Cllr Judith Blake, Leader of Leeds City Council said: “There is a very strong track record of effective partnership working between councils and businesses at the City Region level over the past 10 years. We are already proving that devolution to this level works – through our Devolved Youth Contract programme to name just one example, which has played an important role in reducing youth unemployment in our City Region at a much faster rate than the national average.
“We will continue to work alongside our Yorkshire neighbours on issues of regional significance as we did so spectacularly during last year’s Tour de France. At this point in time, however, a Leeds City Region devolution deal gives us the best chance of securing the tools to make our economic ambitions a reality, while bringing decision-making closer to local people and giving our region a strong voice in the Northern Powerhouse alongside Manchester and Sheffield.”
Roger Marsh, Chair of the Leeds City Region Enterprise Partnership (LEP), said: “I’ve always been clear that the purpose of devolution is not to create new governance structures, it’s to create better economic outcomes for our City Region and its citizens – enabling us to realise our ambitious plan for extraordinary economic growth quicker, for the benefit of the North and indeed the country.
“As a businessman, my approach is to build on what works, and our City Region partnerships clearly work. There is an exceptional level of trust and collaboration between our civic leaders and between the public and private sectors, which has enabled us to achieve great things already – not least the country’s largest Growth Deal, agreed with Government last summer. The case for continuing to work at this level to secure a devolution deal that would help us achieve the full extent of our ambition is compelling and unignorable. By continuing to focus on structures rather than outcomes we risk letting the governance tail wag the economic dog, which could result in the most important opportunity in a generation slipping through our fingers.”
The West Yorkshire Leaders submitted a devolution proposal to Government on 4 September, setting out a series of 27 asks to achieve the transformative ambitions of the Leeds City Region Strategic Economic Plan. These asks include greater powers to raise and direct funding towards those areas that would have the biggest impact on economic growth and people’s lives, such as major transport and infrastructure schemes, housing and regeneration developments, and support for skills and business growth.

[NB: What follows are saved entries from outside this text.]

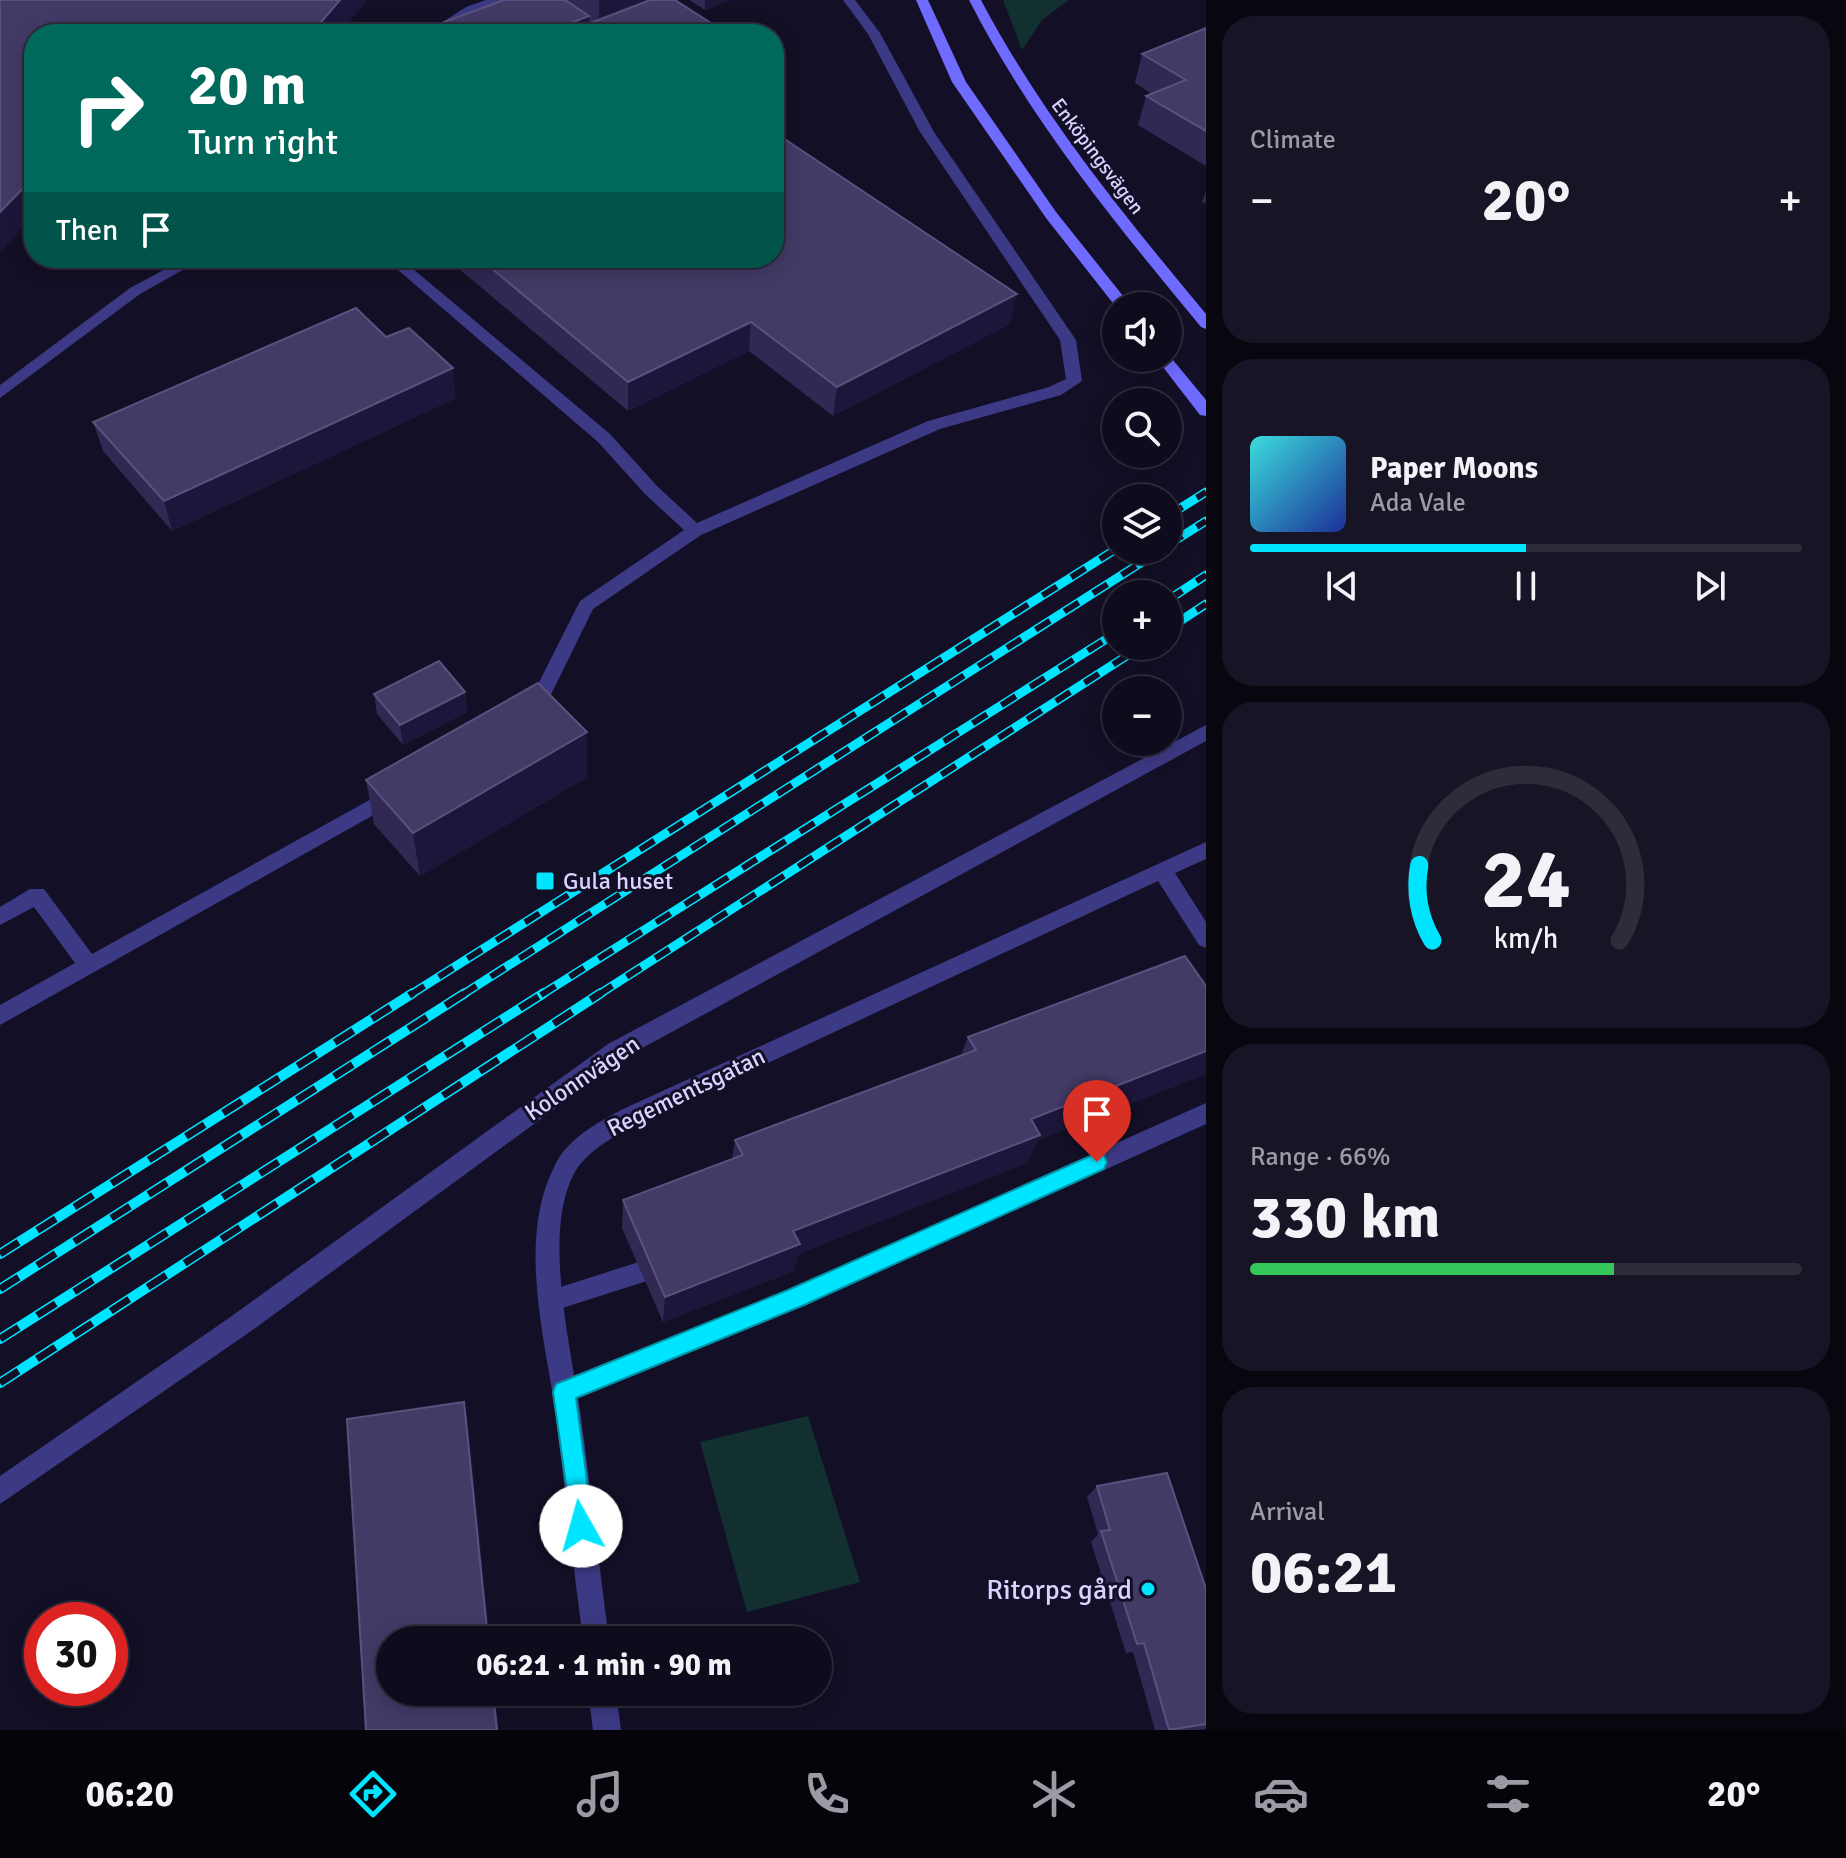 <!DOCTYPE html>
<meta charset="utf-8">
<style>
body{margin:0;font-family:Signika,sans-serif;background:#171425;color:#f1f3f6;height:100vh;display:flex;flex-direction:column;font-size:30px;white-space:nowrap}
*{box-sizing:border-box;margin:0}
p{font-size:26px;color:#9b9ba3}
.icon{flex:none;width:44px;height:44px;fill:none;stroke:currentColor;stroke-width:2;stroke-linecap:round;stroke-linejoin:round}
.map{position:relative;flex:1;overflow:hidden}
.side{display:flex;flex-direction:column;gap:16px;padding:16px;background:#08060f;width:640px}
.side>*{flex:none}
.banner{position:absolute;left:24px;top:24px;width:760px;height:244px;border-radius:32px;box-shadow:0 4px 20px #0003,0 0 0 2px #2e2b3b;background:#00695c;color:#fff;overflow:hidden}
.tools{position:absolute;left:1102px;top:292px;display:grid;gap:16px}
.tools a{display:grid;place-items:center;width:80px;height:80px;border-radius:50%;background:#0e0b1c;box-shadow:0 4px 20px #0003,0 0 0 2px #2e2b3b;font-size:40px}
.speed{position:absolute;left:24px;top:1602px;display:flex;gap:16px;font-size:40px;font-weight:700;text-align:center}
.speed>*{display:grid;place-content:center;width:104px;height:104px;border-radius:50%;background:#0e0b1c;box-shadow:0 4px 20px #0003,0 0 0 2px #2e2b3b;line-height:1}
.speed .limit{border:12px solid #d22;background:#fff;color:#111}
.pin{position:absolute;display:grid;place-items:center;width:68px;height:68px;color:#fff;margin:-82px -34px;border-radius:50% 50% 50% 0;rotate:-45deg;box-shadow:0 0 8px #0007}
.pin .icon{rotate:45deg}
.me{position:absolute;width:88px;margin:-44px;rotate:353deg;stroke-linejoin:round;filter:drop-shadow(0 0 6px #0008)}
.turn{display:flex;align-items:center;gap:28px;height:168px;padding:0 32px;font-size:36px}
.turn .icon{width:104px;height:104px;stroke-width:2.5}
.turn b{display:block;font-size:56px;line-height:68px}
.then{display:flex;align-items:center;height:76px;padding:0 32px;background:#0003;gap:16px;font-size:30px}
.big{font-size:60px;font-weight:700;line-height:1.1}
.side .widget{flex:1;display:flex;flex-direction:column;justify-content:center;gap:12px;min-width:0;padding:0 28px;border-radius:32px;background:#171425}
.side .dial{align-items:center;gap:0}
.dial svg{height:208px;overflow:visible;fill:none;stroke:#2e2b3b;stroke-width:7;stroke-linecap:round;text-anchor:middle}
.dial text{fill:#f1f3f6;stroke:none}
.song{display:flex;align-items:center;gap:24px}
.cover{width:96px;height:96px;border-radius:12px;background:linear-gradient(135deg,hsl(180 70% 55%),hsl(230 70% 35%))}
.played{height:8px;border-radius:4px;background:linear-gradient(90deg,#00e5ff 50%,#2e2b3b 50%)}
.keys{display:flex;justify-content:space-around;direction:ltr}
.heat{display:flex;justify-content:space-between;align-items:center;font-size:44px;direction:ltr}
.charge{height:12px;border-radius:6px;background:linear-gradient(90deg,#34c759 66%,#2e2b3b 0)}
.trip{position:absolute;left:376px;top:1626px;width:456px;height:80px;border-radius:40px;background:#0e0b1c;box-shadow:0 4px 20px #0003,0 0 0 2px #2e2b3b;font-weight:700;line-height:80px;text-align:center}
.tabs{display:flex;height:128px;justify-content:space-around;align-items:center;background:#06040b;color:#9b9ba3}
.tabs .icon{width:56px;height:56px}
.tabs .current{color:#00e5ff}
.tabs b{font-size:36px;color:#f1f3f6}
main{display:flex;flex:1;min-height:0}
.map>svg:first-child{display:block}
.green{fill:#12302f}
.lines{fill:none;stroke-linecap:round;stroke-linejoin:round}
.service{fill:#3d3a85;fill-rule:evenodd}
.minor{fill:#3d3a85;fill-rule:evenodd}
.tertiary{fill:#3d3a85;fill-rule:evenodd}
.secondary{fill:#6f6bff;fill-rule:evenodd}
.rail-far1-casing{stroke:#00e5ff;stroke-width:9}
.rail-casing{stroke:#00e5ff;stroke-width:10}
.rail-far1{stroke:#130f26;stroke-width:6;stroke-dasharray:17;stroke-linecap:butt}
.rail{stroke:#130f26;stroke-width:7;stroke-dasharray:22;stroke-linecap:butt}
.wall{fill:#312854}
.shaded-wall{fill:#1d163a}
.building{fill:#433a66;stroke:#5a527e;stroke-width:2}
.route{fill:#00e5ff;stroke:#0095a6;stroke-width:2}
.poi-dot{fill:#00e5ff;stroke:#130f26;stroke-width:3}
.labels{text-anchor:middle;stroke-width:6;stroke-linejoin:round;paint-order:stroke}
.far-street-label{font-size:20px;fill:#d9d4ff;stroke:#130f26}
.poi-label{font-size:24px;fill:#d9d4ff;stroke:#130f26;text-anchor:start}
.street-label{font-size:24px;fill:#d9d4ff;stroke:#130f26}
.near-poi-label{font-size:28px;fill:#d9d4ff;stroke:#130f26;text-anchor:end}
</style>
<main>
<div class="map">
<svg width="1206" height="1730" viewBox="0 0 1206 1730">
<rect width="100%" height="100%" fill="#130f26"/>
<path class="green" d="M 1003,0 L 1069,0 L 1042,20 L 1022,50 Z
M 808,1416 L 860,1582 L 747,1612 L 700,1442 Z"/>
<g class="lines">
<path class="service" d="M 486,0 L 503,0 L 439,34 L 424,34 L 466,7 Z
M 843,0 L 855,0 L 880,33 L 934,132 L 1076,340 L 1082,381 L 1061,395 L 940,429 L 701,535 L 593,609 L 540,717 L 526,717 L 524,712 L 580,601 L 684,530 L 645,494 L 598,442 L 384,258 L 400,258 L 610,434 L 657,486 L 697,523 L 928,421 L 1049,387 L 1066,379 L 1060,340 L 920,132 L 868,34 Z
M 186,258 L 204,258 L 140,294 L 0,398 L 0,385 L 130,288 Z
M 393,787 L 403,795 L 400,800 L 0,1025 L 0,1005 L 75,963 L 34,907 L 0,925 L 0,907 L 30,889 L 44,889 L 92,954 Z
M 1206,1103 L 1206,1124 L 804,1306 L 564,1404 L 555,1401 L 552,1392 L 555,1383 L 788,1290 Z
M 642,1261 L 650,1264 L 654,1272 L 650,1280 L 553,1311 L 545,1308 L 541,1300 L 545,1292 Z"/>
<path class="minor" d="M 1206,842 L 1206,859 L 1175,873 L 1206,922 L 1206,948 L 1199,945 L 1158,881 L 637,1124 C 615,1136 588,1150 575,1172 C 541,1231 572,1352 581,1417 C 591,1491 599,1566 609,1640 L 583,1640 C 573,1565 565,1490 556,1416 C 545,1337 516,1238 556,1163 C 569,1138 597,1123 621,1110 Z
M 588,1692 L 616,1692 L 621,1730 L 593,1730 Z"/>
<path class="tertiary" d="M 1206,725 L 1206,741 L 624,1058 L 247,1334 L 0,1504 L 0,1476 L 229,1318 L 608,1044 Z"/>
<path class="secondary" d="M 916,0 L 928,0 L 966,82 L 1056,212 L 1131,306 L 1116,307 L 1046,218 L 952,82 Z
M 969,0 L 981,0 C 1042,116 1123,214 1206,314 L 1206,329 L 1201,327 C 1115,223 1031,121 969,0 Z
M 1168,354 L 1206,400 L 1206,416 L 1200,415 L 1156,358 L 1168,358 Z"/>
<defs>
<path id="rail-far1" d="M 1168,516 L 1206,492
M 1168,545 L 1206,521
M 1168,600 L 1206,575
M 1168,629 L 1206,604
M 410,995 L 1116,549
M 462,995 L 1161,550
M 541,995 L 1116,633
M 598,995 L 1142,646"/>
<path id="rail" d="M 0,1254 L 413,993
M 0,1289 L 465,993
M 0,1339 L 544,993
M 0,1383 L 601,993"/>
</defs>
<use href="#rail-far1" class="rail-far1-casing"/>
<use href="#rail" class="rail-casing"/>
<use href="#rail-far1" class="rail-far1"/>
<use href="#rail" class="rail"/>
</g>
<path class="wall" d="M 504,0 L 675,0 L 728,34 L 440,34 L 439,24 Z
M 689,0 L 730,0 L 705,10 Z
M 1206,28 L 1206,166 L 1138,125 L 1146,96 L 1152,94 L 1135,83 L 1142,54 Z
M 1206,191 L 1206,204 L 1202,202 Z
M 446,258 L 774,258 L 1010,324 L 833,416 L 749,351 L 628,411 Z
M 386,337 L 456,398 L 172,531 L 103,451 L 93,422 Z
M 465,692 L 467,712 L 403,745 L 377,714 L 374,694 Z
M 587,732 L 587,777 L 420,876 L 374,824 L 366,780 Z
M 1206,986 L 1206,1074 L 1038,1140 L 1027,1163 L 798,1254 L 794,1271 L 663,1322 L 622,1228 L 623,1200 L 732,1159 L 735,1140 L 961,1055 L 968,1037 Z
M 1097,1486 L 1206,1589 L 1206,1729 L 1198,1730 L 1155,1730 L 1133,1652 L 1126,1653 L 1091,1542 L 1098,1534 L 1087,1497 Z"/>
<path class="shaded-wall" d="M 340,0 L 368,0 L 339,34 L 311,34 Z
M 599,0 L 658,0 L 599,29 Z
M 705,0 L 730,0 L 705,10 Z
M 589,16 L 589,34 L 542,34 Z
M 777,65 L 774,95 L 774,67 Z
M 34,177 L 34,216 L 0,252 L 0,212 Z
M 1017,294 L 1010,324 L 833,416 L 837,387 Z
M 751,322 L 749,351 L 628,411 L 628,382 Z
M 453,368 L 456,398 L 172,531 L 164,501 Z
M 465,692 L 467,712 L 403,745 L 400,725 Z
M 587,732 L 587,777 L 420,876 L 413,833 Z
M 1206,1051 L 1206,1074 L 1038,1140 L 1027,1163 L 798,1254 L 794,1271 L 663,1322 L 665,1297 L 793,1231 L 1031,1119 Z
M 464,1402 L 468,1420 L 490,1640 L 488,1640 Z
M 493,1692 L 495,1692 L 499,1730 L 497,1730 Z"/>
<path class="building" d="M 0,0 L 340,0 L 311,34 L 34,34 L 34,177 L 0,212 Z
M 504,0 L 565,0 L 589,16 L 542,34 L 454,34 L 439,24 Z
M 650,0 L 675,0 L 728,34 L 562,34 Z
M 1206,28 L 1206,131 L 1146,96 L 1186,80 L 1142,54 Z
M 774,132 L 1017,294 L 837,387 L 751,322 L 628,382 L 479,258 L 774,258 Z
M 356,308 L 386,337 L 409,328 L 453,368 L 164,501 L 93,422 Z
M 439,661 L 465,692 L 400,725 L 374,694 Z
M 538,683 L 587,732 L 413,833 L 366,780 Z
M 1185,956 L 1206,986 L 1206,1051 L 1031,1119 L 1040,1135 L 793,1231 L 800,1244 L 665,1297 L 623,1200 L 743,1155 L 735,1140 L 976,1050 L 968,1037 Z
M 464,1402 L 488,1640 L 390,1640 L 390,1692 L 493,1692 L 497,1730 L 366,1730 L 347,1419 Z
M 1167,1473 L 1206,1589 L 1206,1724 L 1169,1730 L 1144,1643 L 1137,1644 L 1101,1531 L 1110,1530 L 1097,1486 Z"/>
<path class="route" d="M 1097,1153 L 1104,1155 L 1107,1162 L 1104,1169 L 804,1305 L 576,1398 L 593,1526 L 590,1534 L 581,1538 L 573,1534 L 553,1392 L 556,1384 L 788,1290 Z"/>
<g class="poi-dot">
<rect x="535" y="871" width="20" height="20" rx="4"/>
<circle cx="1148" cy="1589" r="8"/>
</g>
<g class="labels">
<g class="far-street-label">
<text transform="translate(1098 156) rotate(53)" y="7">Enköpingsvägen</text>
</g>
<g class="poi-label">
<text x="563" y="889">Gula huset</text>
</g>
<g class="street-label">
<text transform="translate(582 1078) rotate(-34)" y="8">Kolonnvägen</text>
<text transform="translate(686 1092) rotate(-26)" y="8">Regementsgatan</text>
</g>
<g class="near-poi-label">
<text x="1132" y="1599">Ritorps gård</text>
</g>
</g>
</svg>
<div class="tools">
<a><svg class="icon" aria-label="sound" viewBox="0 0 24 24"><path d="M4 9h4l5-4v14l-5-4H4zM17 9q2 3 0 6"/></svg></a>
<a><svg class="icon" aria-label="search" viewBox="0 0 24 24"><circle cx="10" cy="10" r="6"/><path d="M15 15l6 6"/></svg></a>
<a><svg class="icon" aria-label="layers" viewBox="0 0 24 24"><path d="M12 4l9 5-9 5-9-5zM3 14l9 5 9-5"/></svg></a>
<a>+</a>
<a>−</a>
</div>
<div class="speed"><div class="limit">30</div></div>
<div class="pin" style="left:1097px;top:1162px;background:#d93025"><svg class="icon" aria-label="arrive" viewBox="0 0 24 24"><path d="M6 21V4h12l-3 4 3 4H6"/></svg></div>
<svg class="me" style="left:581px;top:1526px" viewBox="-20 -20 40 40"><circle r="19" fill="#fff"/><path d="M0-13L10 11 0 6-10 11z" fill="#00e5ff"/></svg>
<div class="trip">06:21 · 1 min · 90 m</div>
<div class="banner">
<div class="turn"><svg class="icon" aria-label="right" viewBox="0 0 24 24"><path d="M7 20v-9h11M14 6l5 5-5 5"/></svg><div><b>20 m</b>Turn right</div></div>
<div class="then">Then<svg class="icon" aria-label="arrive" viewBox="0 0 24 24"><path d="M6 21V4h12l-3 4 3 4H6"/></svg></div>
</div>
</div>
<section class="side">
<div class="widget"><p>Climate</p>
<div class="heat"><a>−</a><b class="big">20°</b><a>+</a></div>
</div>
<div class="widget">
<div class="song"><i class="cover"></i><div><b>Paper Moons</b><p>Ada Vale</p></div></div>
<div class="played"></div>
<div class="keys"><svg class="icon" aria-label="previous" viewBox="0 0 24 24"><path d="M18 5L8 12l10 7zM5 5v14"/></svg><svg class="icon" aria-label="pause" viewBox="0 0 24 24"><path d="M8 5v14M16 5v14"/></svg><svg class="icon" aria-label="next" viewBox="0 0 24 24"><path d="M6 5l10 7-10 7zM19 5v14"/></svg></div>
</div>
<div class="widget dial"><svg viewBox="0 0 100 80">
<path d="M14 69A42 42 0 1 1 86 69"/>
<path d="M14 69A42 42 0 0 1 9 40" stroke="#00e5ff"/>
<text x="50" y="56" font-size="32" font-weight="700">24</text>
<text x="50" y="72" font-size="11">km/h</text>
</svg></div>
<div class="widget"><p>Range · 66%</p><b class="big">330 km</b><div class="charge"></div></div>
<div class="widget"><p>Arrival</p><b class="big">06:21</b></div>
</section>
</main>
<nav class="tabs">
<b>06:20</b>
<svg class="icon current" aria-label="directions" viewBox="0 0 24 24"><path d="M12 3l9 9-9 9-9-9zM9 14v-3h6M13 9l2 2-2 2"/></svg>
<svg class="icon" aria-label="music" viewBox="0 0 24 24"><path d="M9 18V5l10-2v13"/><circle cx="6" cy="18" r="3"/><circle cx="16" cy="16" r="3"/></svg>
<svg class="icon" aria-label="phone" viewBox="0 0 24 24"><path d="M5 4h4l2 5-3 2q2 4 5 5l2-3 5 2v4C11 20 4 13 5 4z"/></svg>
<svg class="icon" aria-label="climate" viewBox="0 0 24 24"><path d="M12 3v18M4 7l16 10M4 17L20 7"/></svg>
<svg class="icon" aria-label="car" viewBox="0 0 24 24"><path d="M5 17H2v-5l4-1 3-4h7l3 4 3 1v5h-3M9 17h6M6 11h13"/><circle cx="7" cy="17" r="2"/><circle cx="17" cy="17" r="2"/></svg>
<svg class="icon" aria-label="filters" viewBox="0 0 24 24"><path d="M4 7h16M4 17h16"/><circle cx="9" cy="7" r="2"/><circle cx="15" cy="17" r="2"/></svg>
<b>20°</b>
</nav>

Discussions are continuing with the Treasury about a potential devolution deal based on these asks.
The Leeds City Region is the largest economic area outside of London, home to 2.8 million people and responsible for generating £57.7bn in economic output each year. It is an economic geography that reflects the way the economy really functions – including the way businesses and supply chains operate, and the way that local residents travel to work and live their lives. 93% of people who live in the City Region also work in the City Region, demonstrating the strong economic links between the City Region districts.